▶ WHAT IS EXPECTED
Scan the entries for the string "direction" and give the number of lines that have it, nothing further.

▶ SUPPLIED INFORMATION
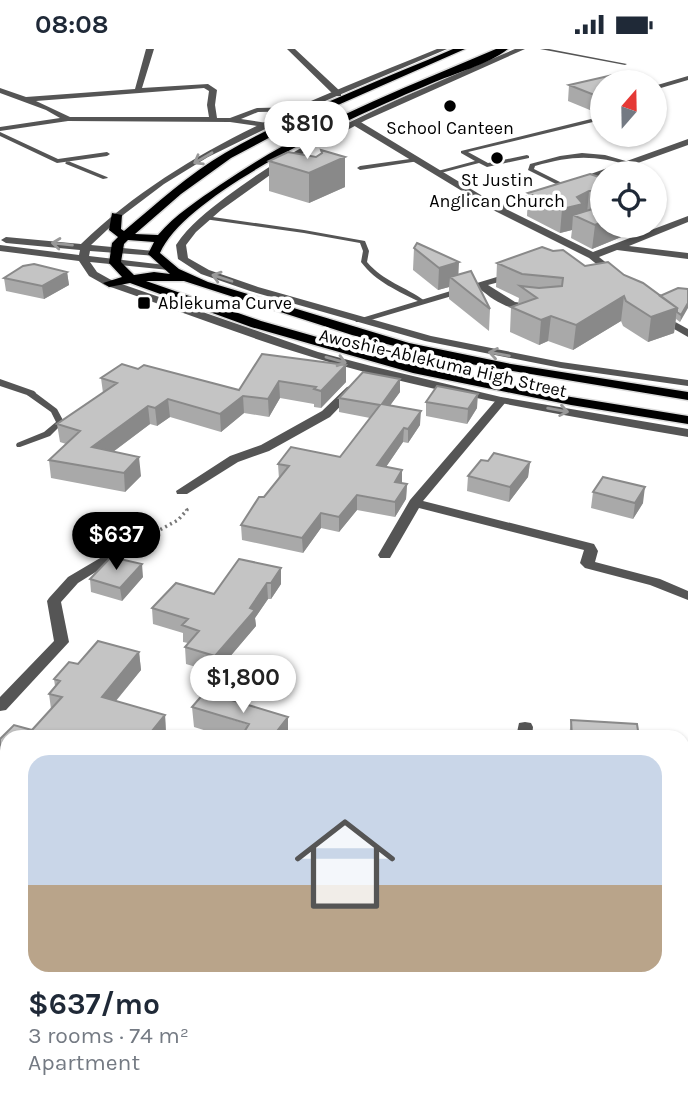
<!DOCTYPE html>
<html lang="en">
<head>
<meta charset="utf-8">
<style>
  :root { --surface:#fff; --page:#f2f2f3; --text:#1f2937; --muted:#747a83; --accent:#000 }
  body { margin:0; font-family:Karla,sans-serif; background:var(--page); color:var(--text); height:100vh; display:flex; flex-direction:column; font-size:26px; white-space:nowrap }
  * { box-sizing:border-box; margin:0 }
  p { font-size:23px; color:var(--muted) }
  .icon { flex:none; width:38px; height:38px; fill:none; stroke:currentColor; stroke-width:2; stroke-linecap:round; stroke-linejoin:round }
  .map { position:relative; flex:1; overflow:hidden }
  .details { position:absolute; left:0px; top:681px; width:690px; height:387px; display:flex; flex-direction:column; background:var(--surface); border-radius:21px 21px 0 0; box-shadow:0 2px 5px #0004 }
  .details>* { flex:none }
  .needle { width:46px; rotate:20deg }
  .buttons { position:absolute; left:590px; top:21px; display:grid; gap:14px }
  .buttons a { display:grid; place-items:center; width:77px; height:77px; border-radius:50%; background:var(--surface); box-shadow:0 2px 5px #0004; font-size:35px }
  .price { position:absolute; translate:-50% -60px; padding:0 16px; border-radius:24px; background:#fff; color:#222; font-size:23px; line-height:46px; filter:drop-shadow(0 2px 4px #0008) }
  .price::after { content:''; position:absolute; left:50%; top:42px; width:21px; height:16px; margin-left:-10px; background:inherit; clip-path:polygon(0 0,100% 0,50% 100%) }
  .price.on { background:var(--accent); color:#fff }
  ul { padding:0; list-style:none }
  li { display:grid; align-content:center; gap:14px; height:371px; padding:0 28px }
  li span { display:grid; place-items:center; height:217px; border-radius:21px; color:#555 }
  li>.icon { margin-inline-start:auto }
  span .icon { width:126px; height:126px; fill:#fffc; stroke-width:1 }
  li b { font-size:30px }
  .status { display:flex; justify-content:space-between; align-items:center; height:49px; padding:0 35px; background:var(--surface); direction:ltr }
  .status svg { height:19px; fill:currentColor }
  .map>svg:first-child { display:block }
</style>
</head>
<body>
<div class="status"><b>08:08</b><svg viewBox="0 0 49 12"><path d="M0 12V9h3v3zM5 12V6h3v6zM10 12V3h3v9zM15 12V0h3v12zM26 1h20v11H26zM47 4h2v5h-2z"/></svg></div>
<div class="map">
<svg width="688" height="1067" viewBox="0 0 688 1067">
  <rect width="100%" height="100%" fill="#fff"/>
  <g fill="none" stroke-linecap="round" stroke-linejoin="round">
    <defs>
      <path id="primary" d="M453,0H465L297,74L231,109L181,145L135,185L158,186C175,166 198,151 220,136C305,77 402,40 496,0H508C487,16 455,24 430,35C366,62 187,141 160,204L179,220L208,233L409,294L511,315L688,343V351L452,312L352,286L184,232H146L261,272L415,316L571,348L688,367V375L571,356L413,324L251,278L130,234L109,238L103,234L122,228L109,214L112,194L118,188L109,181L112,164L122,166L121,180L124,182C156,155 189,125 225,104C298,62 377,33 453,0ZM128,191L154,193L148,205L170,225L154,223L134,226L121,213L124,195Z"/>
    </defs>
    <use href="#primary" stroke="#dbdbdb" stroke-width="3"/>
    <path stroke="#777" stroke-width="3.5" stroke-dasharray="2 3.5" stroke-linecap="butt" d="M141,491L178,471L187,461L184,457"/>
    <path fill="#555" fill-rule="evenodd" d="M540,0H549L627,15L625,16Z
      M591,70L594,72L593,73L468,103L488,114L527,106L529,107V109L487,118L479,114L437,125L434,123L475,112L461,104V102Z
      M0,83L58,110L107,103L110,105L107,107L57,114L0,87Z
      M582,104L605,106L636,115L633,117C593,106 574,106 535,117L534,120L564,135V137L562,138L528,121L530,115L560,107Z
      M417,109L420,111L419,112L360,121L357,119L360,117Z
      M68,112L107,128L108,129L103,130L66,115L65,114Z
      M206,167L304,181L365,192L369,202L367,213C383,232 406,238 425,252L422,254L420,253C398,242 376,233 361,213L363,202L360,194L304,184L204,170L203,169Z
      M27,342H33L57,360L64,373L50,387L20,398H17L16,396L17,394L44,383L56,373L51,363L27,346Z"/>
    <path fill="#555" fill-rule="evenodd" d="M146,0H154L142,39L208,35L217,41L215,56L217,69H230L257,59L302,58L306,60L302,62L258,63L241,70L267,74V78H264L230,73L68,72L0,82V78L60,69L46,61L0,44V39L26,48L135,40ZM204,39L209,42L207,56L209,68H70L36,52Z
      M287,0H295L341,43V47H335Z
      M688,27V31L654,41V37Z
      M353,72H359L499,157L543,140H549V144L506,160L593,203L688,167V173L629,197L688,204V210L617,201L599,208L619,224L610,226L589,209L495,162L353,76Z
      M688,90V96L610,124H602V127L578,134L574,131Z
      M513,223L517,224V228L488,236L515,253L537,256V260C514,264 496,254 479,239L364,273H356L355,271Z
      M659,264L688,280V288L655,269L654,267Z
      M0,330L34,342L36,344L30,347L0,337Z
      M351,337L357,340L330,368L269,402L238,413L187,445H177L176,442L230,407L261,396L322,362L347,338Z
      M501,348L507,352L505,354L423,452L594,495L598,502L595,513L660,530L688,542V551L650,536L585,519L580,514L584,501L419,459L390,509H380L378,506L410,451L497,350Z
      M129,492L136,496L134,499L78,534L61,553L69,593L6,661L0,662V648L54,592L47,552L49,549L68,528Z
      M525,673L531,674L533,678L532,688H516L519,674Z
      M0,1040L7,1041V1059L0,1058Z
      M147,1060H175V1061L173,1067H151Z
      M512,1060H532L533,1067H513Z"/>
    <path fill="#555" fill-rule="evenodd" d="M437,0H447L304,61L208,108L164,135L123,166L91,196L154,202L157,203V207L90,202L89,207L165,216L170,219L169,221L90,213L97,223L113,232L318,303L371,317L501,348L688,380V388C562,366 435,345 312,308C243,287 174,260 105,236L89,227L79,212L0,202V196L79,206L80,201L6,194L1,191L6,188L81,195C182,98 310,52 437,0Z
      M515,0H525L366,71L291,111L221,161L196,183L186,196L188,209L209,221L258,238L431,287L561,313L688,331V337L561,319L425,292L250,242L201,225L178,210L176,196C189,176 208,162 226,148C313,82 415,43 515,0Z"/>
    <use href="#primary" fill="#000" fill-rule="evenodd"/>
  </g>
  <path fill="#a9a9a9" d="M602,33V66L568,52L569,36Z
    M321,101L345,108V138L309,154L269,142V112L316,108L321,105Z
    M602,129V177H648L592,200L571,189L572,181L560,184L527,167L528,144Z
    M414,199L458,226L490,260L489,282L449,250V238L438,241L413,221Z
    M497,214L585,217L624,226L660,247L688,240L680,273L676,270L674,284L648,293L623,277L621,272L573,301L548,292L539,296L510,283L511,258L518,255L519,249L496,238Z
    M67,223L69,236L44,250L6,242L4,229Z
    M262,305L346,333L321,359L314,358V355L280,349L269,368L244,364L221,383L170,368L157,377L150,375L113,403L141,427L125,443L51,429L49,411L66,395L60,393L57,375L103,344L101,329L138,320L239,341Z
    M400,343L390,356L420,376L408,394L403,393L386,418L402,434L407,435L406,450L395,468L357,461L339,483L321,479L303,504L242,491L241,476L279,430L278,415L340,408L370,369L339,363V349Z
    M426,353L477,359L467,375L426,367Z
    M488,412L530,413L528,428L509,453L467,442L468,427Z
    M593,443L643,454L633,470L591,459Z
    M239,510L281,535L271,550H268L255,569L256,577L216,624L186,615L185,598L188,594L183,593V584L153,575L152,559L214,545Z
    M143,528L122,552L91,543L90,530Z
    M98,592L139,603L141,621L116,652L165,666L166,685L164,688H7V785L0,783V690L14,676L32,681L51,660L49,645L55,637L54,630L69,613L78,615Z
    M192,658L288,688H226L194,678Z
    M571,671L639,688H569Z
    M641,1060H682L688,1067H643Z"/>
  <path fill="#898989" d="M657,40L656,56H654V41Z
    M345,108V138L309,154V124Z
    M589,142L587,165L573,166L572,181L560,184L562,160L577,148Z
    M659,150L656,174H654V152Z
    M602,173V177H648L592,200L595,176Z
    M459,213L458,235L450,228L449,238L438,241L439,219Z
    M67,223L69,236L44,250L42,237Z
    M624,247L621,272L573,301L576,276Z
    M688,254V259L680,273L681,266Z
    M677,259L674,284L648,293L651,268Z
    M551,267L548,292L539,296L541,271Z
    M346,316V333L321,359V342Z
    M400,330V343L381,369L382,355Z
    M279,332L280,349L269,368L268,350Z
    M478,345L477,359L467,375L468,360Z
    M243,347L244,364L221,383L220,365Z
    M168,350L170,368L157,377L155,359Z
    M148,357L150,375L94,417L92,398Z
    M421,362L420,376L408,394V380Z
    M404,379L403,393L377,431V416Z
    M139,408L141,427L125,443L124,424Z
    M530,413L528,428L509,453L510,438Z
    M402,421V435L395,433Z
    M407,435L406,450L395,468V453Z
    M645,438L643,454L633,470L635,454Z
    M357,446V461L339,483V468Z
    M321,464V479L303,504L302,489Z
    M142,515L143,528L122,552L120,539Z
    M281,519V535L271,550V534Z
    M267,534L268,550L255,569L256,577L216,624L215,607Z
    M139,603L141,621L104,666L102,648Z
    M165,666L166,685L164,688H148Z
    M288,668V688H274V686Z
    M7,966V994L0,1007V979Z"/>
  <path fill="#c4c4c4" stroke="#898989" stroke-width="2" d="M617,25L639,33H602V49L569,36Z
    M321,101L345,108L309,124L269,112L288,103L316,108L322,104Z
    M590,125L602,129V173L595,176L573,166L599,158L598,153L593,149L598,146L596,142H589L577,148L583,155L562,160L528,144Z
    M417,194L459,213L439,219L414,199Z
    M542,198L553,202L563,201L585,217L608,213L624,226L643,234L677,259L651,268L626,252L624,247L576,276L551,267L541,271L511,258L537,249L520,237L539,239L562,237L563,229L522,225L497,214Z
    M34,215L67,223L42,237L4,229L23,217Z
    M471,222L490,260L450,228Z
    M678,239L688,240V254L681,266L677,263V259L660,247Z
    M262,305L346,316L321,342L314,340L316,338L279,332L268,350L243,347L220,365L168,350L155,359L148,357L92,398L139,408L124,424L49,411L80,382L57,375L117,334L101,329L122,315L138,320L144,316L239,341Z
    M363,323L400,330L382,355L421,362L408,380L404,379L377,416L402,421L395,433L407,435L395,453L357,446L339,468L321,464L302,489L241,476L259,448H264L289,417L278,415L291,398L340,408L380,356L339,349Z
    M437,337L478,345L468,360L426,353Z
    M494,404L530,413L510,438L468,427L481,411L488,412Z
    M603,428L645,438L635,454L593,443Z
    M111,508L142,515L120,539L90,530Z
    M239,510L281,519L271,534H267L250,559L255,561L215,607L185,598L199,582L182,576L188,570L152,559L176,534L214,545Z
    M98,592L139,603L102,648L165,666L148,687L149,688H82L65,683L60,688H7V767L0,765V730L5,731L6,715L0,714V690L14,676L32,681L62,648L49,645L60,632L54,630L69,613L78,615Z
    M205,643L288,668L274,686L280,688H241L249,675L192,658Z
    M571,671L637,675L639,688H572Z
    M407,685L424,688H407Z
    M7,869V966L0,979V885H5L6,871Z
    M682,935H688V1067H655L653,1060H682Z
    M371,1060H483L484,1067H371Z"/>
  <defs><path id="oneway-shaft" d="M-6 0H5M1.5-3L5.5 0L1.5 3" fill="none" stroke-width="1.6" stroke-linecap="round" stroke-linejoin="round" transform="scale(1.75)"/></defs>
  <g stroke="#999">
    <use href="#oneway-shaft" transform="translate(203 109) rotate(150)"/>
    <use href="#oneway-shaft" transform="translate(62 195) rotate(-174)"/>
    <use href="#oneway-shaft" transform="translate(222 229) rotate(-162)"/>
    <use href="#oneway-shaft" transform="translate(499 305) rotate(-170)"/>
    <use href="#oneway-shaft" transform="translate(336 311) rotate(16)"/>
    <use href="#oneway-shaft" transform="translate(558 361) rotate(10)"/>
  </g>
  <g fill="#000" stroke="#fff" stroke-width="2.5">
    <circle cx="450" cy="57" r="7"/>
    <circle cx="497" cy="109" r="7"/>
    <rect x="137" y="247" width="14" height="14" rx="3.5"/>
  </g>
  <g text-anchor="middle" dominant-baseline="central" stroke-width="7" stroke-linejoin="round" paint-order="stroke">
    <g font-size="18" fill="#000" stroke="#fff">
      <text x="450" y="79">School Canteen</text>
      <text x="497" y="131">St Justin<tspan x="497" dy="21">Anglican Church</tspan></text>
      <text x="158" y="254" text-anchor="start">Ablekuma Curve</text>
    </g>
    <g font-size="18" fill="#000" stroke="#fff">
      <text transform="translate(443 314) rotate(13)">Awoshie-Ablekuma High Street</text>
    </g>
  </g>
</svg>
<div class="buttons">
<a><svg class="needle" viewBox="-14 -14 28 28"><path d="M0-13l5 13h-10z" fill="#e53935"/><path d="M0 13l5-13h-10z" fill="#747a83"/></svg></a>
<a><svg class="icon" aria-label="locate" viewBox="0 0 24 24"><circle cx="12" cy="12" r="6"/><path d="M12 2v4M12 18v4M2 12h4M18 12h4"/></svg></a>
</div>
<b class="price" style="left:307px;top:112px">$810</b>
<b class="price on" style="left:116px;top:523px">$637</b>
<b class="price" style="left:243px;top:666px">$1,800</b>
<section class="details">
<ul>
<li><span style="background:linear-gradient(#c9d6e8 60%,#b9a48a 0)"><svg class="icon" aria-label="home" viewBox="0 0 24 24"><path d="M3 11l9-7 9 7M6 9v11h12V9"/></svg></span><div><b>$637/mo</b><p>3 rooms · 74 m²</p><p>Apartment</p></div></li>
</ul>
</section>
</div>
</body>
</html>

▶ SOLUTION
3